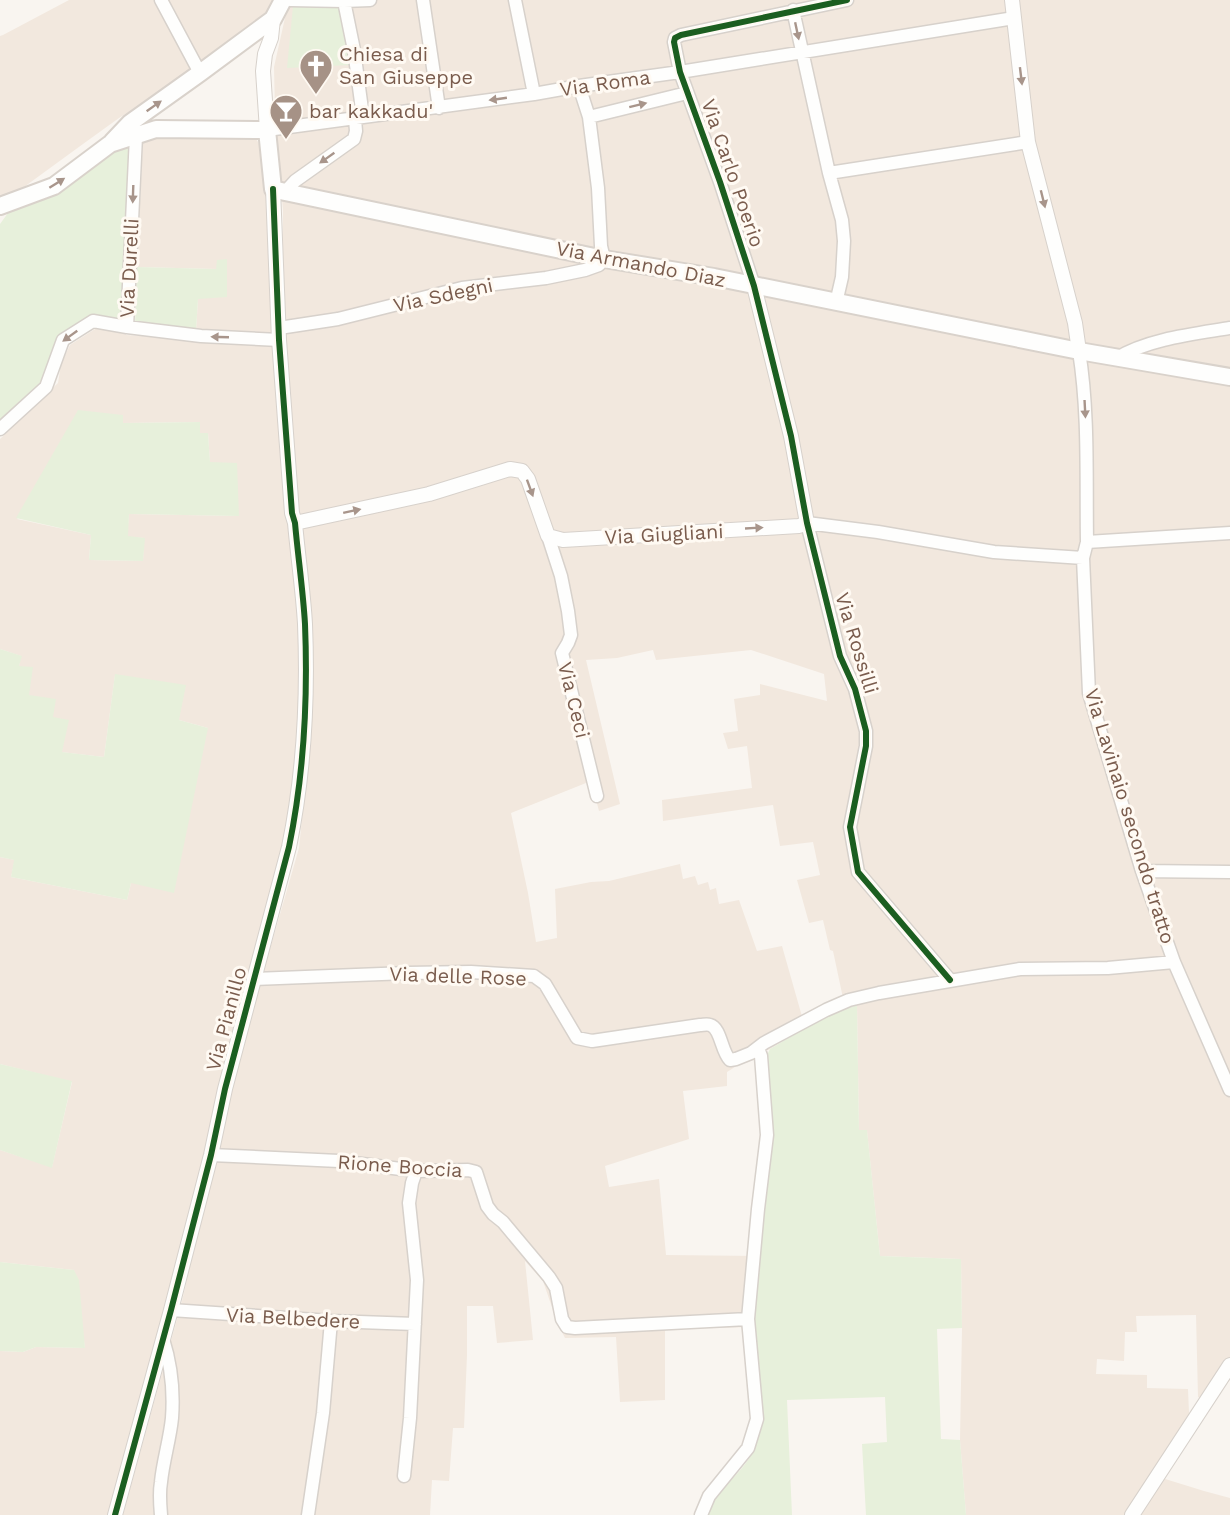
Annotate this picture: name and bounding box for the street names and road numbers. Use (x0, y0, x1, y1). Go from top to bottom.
street label: Via Roma (558, 65, 652, 101)
street label: Via Carlo Poerio (696, 96, 770, 250)
street label: Via Durelli (114, 218, 144, 318)
street label: Via Armando Diaz (554, 236, 728, 292)
street label: Via Sdegni (391, 273, 495, 317)
street label: Via Giugliani (604, 519, 724, 549)
street label: Via Rossilli (830, 589, 884, 697)
street label: Via Ceci (553, 659, 595, 741)
street label: Via Lavinaio secondo tratto (1080, 685, 1180, 947)
street label: Via delle Rose (389, 962, 527, 990)
street label: Via Pianillo (201, 964, 251, 1074)
street label: Rione Boccia (337, 1150, 463, 1182)
street label: Via Belbedere (225, 1303, 361, 1333)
● ● ● ●
Output the data above exactly, excluding images.

▸ TASK OUTPUT
Annotate this picture: name and bounding box for the street names and road numbers. Use (x0, y0, x1, y1). Go from top to bottom.
street label: Via Roma (558, 65, 652, 101)
street label: Via Carlo Poerio (696, 96, 770, 250)
street label: Via Durelli (114, 218, 144, 318)
street label: Via Armando Diaz (554, 236, 728, 292)
street label: Via Sdegni (391, 273, 495, 317)
street label: Via Giugliani (604, 519, 724, 549)
street label: Via Rossilli (830, 589, 884, 697)
street label: Via Ceci (553, 659, 595, 741)
street label: Via Lavinaio secondo tratto (1080, 685, 1180, 947)
street label: Via delle Rose (389, 962, 527, 990)
street label: Via Pianillo (201, 964, 251, 1074)
street label: Rione Boccia (337, 1150, 463, 1182)
street label: Via Belbedere (225, 1303, 361, 1333)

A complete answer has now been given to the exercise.